Collected data:
*** Begin section ***

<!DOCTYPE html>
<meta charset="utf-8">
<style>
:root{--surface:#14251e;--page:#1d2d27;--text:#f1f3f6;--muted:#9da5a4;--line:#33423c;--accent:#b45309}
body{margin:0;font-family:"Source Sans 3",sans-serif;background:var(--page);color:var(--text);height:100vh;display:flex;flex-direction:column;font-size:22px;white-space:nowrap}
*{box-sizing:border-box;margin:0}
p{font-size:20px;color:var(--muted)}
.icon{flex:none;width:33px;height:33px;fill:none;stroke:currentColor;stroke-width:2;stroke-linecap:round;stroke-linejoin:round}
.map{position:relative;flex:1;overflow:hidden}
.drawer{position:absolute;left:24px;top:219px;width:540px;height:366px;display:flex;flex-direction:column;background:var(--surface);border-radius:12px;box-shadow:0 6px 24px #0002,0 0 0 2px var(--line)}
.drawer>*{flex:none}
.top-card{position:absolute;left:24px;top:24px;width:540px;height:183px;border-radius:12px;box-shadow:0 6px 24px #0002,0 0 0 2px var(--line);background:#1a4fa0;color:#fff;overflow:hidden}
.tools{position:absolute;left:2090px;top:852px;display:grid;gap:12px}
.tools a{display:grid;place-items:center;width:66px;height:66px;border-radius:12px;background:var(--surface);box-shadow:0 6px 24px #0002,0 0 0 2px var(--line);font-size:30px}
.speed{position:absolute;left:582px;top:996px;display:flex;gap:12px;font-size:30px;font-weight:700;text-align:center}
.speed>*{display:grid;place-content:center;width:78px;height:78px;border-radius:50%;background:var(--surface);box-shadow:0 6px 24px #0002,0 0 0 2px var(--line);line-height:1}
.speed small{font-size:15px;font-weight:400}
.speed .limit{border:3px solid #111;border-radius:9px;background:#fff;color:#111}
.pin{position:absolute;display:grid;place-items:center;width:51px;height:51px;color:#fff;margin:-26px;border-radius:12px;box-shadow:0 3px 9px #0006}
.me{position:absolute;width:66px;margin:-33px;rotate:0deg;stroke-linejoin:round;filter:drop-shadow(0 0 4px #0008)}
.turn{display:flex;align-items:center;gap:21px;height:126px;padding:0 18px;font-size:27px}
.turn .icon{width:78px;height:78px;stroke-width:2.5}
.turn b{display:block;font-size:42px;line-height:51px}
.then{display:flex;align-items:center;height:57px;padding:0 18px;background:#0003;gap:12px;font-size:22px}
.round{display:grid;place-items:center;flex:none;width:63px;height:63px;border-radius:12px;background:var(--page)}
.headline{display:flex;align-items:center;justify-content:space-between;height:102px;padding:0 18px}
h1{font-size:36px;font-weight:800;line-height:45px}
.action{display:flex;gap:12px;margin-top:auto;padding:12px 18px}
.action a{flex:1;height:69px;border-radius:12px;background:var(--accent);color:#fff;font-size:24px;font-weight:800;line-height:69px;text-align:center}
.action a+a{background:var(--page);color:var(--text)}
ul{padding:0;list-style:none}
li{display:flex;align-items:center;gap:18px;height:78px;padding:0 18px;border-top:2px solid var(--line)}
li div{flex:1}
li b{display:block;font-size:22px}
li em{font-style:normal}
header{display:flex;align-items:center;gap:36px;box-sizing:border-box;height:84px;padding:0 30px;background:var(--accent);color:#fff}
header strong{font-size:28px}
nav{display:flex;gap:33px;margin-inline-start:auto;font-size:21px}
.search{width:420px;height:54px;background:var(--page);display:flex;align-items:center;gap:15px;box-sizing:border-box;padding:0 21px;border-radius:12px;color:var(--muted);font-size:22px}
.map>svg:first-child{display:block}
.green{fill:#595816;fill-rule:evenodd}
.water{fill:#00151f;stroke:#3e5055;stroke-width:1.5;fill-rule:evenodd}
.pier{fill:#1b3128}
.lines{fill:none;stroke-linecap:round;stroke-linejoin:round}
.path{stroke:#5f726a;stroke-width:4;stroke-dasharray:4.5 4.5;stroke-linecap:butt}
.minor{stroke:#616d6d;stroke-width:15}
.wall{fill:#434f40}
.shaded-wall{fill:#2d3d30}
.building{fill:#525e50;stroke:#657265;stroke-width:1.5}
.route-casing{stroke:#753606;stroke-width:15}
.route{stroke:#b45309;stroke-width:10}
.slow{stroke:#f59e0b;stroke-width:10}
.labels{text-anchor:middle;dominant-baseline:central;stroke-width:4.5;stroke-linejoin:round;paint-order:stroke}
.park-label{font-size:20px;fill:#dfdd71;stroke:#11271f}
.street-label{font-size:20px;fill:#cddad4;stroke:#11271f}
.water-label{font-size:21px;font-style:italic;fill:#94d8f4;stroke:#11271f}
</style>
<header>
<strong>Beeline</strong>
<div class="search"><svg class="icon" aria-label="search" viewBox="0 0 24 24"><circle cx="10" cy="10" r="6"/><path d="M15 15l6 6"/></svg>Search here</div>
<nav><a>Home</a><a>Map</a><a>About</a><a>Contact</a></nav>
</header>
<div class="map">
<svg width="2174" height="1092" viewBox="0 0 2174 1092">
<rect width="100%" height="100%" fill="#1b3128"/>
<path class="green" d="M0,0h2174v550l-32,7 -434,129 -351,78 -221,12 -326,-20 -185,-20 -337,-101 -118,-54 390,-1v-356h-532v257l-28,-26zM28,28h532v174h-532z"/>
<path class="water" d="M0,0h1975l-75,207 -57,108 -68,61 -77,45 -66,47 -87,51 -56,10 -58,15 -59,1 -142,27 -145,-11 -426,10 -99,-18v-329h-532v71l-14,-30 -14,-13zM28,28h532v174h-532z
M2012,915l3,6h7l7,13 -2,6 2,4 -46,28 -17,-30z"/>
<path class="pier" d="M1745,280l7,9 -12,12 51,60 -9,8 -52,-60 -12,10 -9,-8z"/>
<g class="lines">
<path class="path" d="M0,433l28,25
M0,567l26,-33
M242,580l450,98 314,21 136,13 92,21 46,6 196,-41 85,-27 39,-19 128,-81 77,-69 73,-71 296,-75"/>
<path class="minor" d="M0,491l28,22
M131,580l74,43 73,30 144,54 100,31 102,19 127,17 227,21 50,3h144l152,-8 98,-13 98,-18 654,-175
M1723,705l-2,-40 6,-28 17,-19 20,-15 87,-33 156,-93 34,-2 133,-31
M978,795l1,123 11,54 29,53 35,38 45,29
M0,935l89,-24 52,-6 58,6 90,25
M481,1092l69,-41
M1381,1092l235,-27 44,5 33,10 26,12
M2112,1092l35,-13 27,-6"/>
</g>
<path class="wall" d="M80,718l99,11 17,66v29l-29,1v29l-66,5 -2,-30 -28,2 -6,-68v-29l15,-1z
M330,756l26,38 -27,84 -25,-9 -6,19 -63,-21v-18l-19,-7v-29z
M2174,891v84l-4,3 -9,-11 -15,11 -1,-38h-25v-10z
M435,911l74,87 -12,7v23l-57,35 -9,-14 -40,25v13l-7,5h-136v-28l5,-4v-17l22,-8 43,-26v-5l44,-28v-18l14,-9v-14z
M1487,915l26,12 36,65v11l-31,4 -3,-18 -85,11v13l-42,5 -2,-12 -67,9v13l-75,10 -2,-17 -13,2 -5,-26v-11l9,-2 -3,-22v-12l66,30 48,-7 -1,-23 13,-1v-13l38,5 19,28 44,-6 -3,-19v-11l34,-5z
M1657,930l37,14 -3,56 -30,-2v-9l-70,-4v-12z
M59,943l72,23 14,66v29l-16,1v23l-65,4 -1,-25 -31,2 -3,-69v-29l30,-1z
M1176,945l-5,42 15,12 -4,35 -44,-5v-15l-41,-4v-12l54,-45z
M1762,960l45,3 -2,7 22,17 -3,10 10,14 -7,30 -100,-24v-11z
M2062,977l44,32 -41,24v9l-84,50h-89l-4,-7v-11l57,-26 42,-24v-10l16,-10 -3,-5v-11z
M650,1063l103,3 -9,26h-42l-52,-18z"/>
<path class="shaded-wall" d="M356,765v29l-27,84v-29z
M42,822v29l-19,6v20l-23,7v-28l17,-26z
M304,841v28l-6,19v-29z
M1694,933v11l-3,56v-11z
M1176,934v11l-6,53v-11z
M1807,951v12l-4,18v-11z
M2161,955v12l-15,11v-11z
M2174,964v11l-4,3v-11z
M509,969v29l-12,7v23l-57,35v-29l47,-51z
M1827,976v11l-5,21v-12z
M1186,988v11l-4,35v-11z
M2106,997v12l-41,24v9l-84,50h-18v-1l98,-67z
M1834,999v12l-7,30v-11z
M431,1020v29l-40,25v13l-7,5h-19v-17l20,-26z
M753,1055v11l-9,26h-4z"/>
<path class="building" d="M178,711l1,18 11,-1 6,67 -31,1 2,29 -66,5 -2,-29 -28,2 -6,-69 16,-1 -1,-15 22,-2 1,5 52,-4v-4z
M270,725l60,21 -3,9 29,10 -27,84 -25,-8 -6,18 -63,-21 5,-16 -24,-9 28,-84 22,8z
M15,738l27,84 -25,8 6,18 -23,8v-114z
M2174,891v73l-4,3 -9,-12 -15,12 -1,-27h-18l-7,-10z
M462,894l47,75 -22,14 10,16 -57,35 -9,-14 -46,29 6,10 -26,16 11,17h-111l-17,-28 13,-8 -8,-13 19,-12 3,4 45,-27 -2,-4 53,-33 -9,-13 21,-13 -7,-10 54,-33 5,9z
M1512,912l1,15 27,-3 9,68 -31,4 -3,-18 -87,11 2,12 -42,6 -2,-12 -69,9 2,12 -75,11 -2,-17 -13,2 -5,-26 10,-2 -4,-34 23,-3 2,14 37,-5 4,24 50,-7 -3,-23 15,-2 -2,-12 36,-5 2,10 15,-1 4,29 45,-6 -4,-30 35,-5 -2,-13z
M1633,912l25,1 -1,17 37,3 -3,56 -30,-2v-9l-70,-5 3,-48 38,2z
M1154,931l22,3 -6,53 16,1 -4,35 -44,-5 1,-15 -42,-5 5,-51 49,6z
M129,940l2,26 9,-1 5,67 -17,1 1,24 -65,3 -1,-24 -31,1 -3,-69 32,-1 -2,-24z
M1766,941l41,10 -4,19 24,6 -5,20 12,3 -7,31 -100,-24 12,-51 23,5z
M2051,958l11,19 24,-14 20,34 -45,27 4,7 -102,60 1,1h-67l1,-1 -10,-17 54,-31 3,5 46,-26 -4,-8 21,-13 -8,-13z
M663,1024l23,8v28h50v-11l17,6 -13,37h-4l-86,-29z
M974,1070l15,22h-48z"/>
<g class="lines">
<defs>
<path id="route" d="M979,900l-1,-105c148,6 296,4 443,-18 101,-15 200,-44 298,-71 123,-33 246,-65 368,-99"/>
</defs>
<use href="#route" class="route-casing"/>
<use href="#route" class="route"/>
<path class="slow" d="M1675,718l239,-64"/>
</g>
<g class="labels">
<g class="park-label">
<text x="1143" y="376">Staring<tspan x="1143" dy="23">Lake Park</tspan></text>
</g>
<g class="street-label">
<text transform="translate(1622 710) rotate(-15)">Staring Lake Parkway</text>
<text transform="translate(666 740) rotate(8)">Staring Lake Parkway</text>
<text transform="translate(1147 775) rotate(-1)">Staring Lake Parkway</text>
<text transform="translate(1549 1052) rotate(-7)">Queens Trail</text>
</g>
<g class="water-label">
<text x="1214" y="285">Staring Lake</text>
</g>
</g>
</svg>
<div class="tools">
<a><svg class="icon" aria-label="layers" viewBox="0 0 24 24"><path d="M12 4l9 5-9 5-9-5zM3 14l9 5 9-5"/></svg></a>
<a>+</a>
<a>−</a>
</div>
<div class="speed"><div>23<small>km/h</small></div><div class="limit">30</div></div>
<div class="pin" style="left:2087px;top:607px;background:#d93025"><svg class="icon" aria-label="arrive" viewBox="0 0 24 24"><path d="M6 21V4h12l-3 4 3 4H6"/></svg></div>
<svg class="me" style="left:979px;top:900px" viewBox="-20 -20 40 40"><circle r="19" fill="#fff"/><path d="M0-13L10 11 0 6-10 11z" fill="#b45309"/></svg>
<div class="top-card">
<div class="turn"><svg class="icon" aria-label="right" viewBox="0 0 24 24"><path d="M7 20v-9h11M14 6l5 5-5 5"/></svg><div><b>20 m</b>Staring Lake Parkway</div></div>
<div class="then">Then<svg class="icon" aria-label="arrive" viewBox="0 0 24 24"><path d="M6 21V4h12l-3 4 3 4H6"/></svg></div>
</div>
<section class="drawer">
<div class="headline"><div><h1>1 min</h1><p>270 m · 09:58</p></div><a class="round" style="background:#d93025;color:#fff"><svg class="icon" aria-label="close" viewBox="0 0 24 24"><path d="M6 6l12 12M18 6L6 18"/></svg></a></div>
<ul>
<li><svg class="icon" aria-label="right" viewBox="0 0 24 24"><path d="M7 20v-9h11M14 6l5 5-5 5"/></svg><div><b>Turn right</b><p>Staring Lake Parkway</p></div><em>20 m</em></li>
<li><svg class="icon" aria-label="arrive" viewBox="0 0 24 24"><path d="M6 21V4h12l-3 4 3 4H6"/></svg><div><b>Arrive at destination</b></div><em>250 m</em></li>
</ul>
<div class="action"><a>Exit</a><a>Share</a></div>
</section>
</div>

*** End section ***

» **ABOUT THIS TASK**
Make a copy of each line in the records that has the word "solid".

» **EXPECTED OUTPUT**
.speed .limit{border:3px solid #111;border-radius:9px;background:#fff;color:#111}
li{display:flex;align-items:center;gap:18px;height:78px;padding:0 18px;border-top:2px solid var(--line)}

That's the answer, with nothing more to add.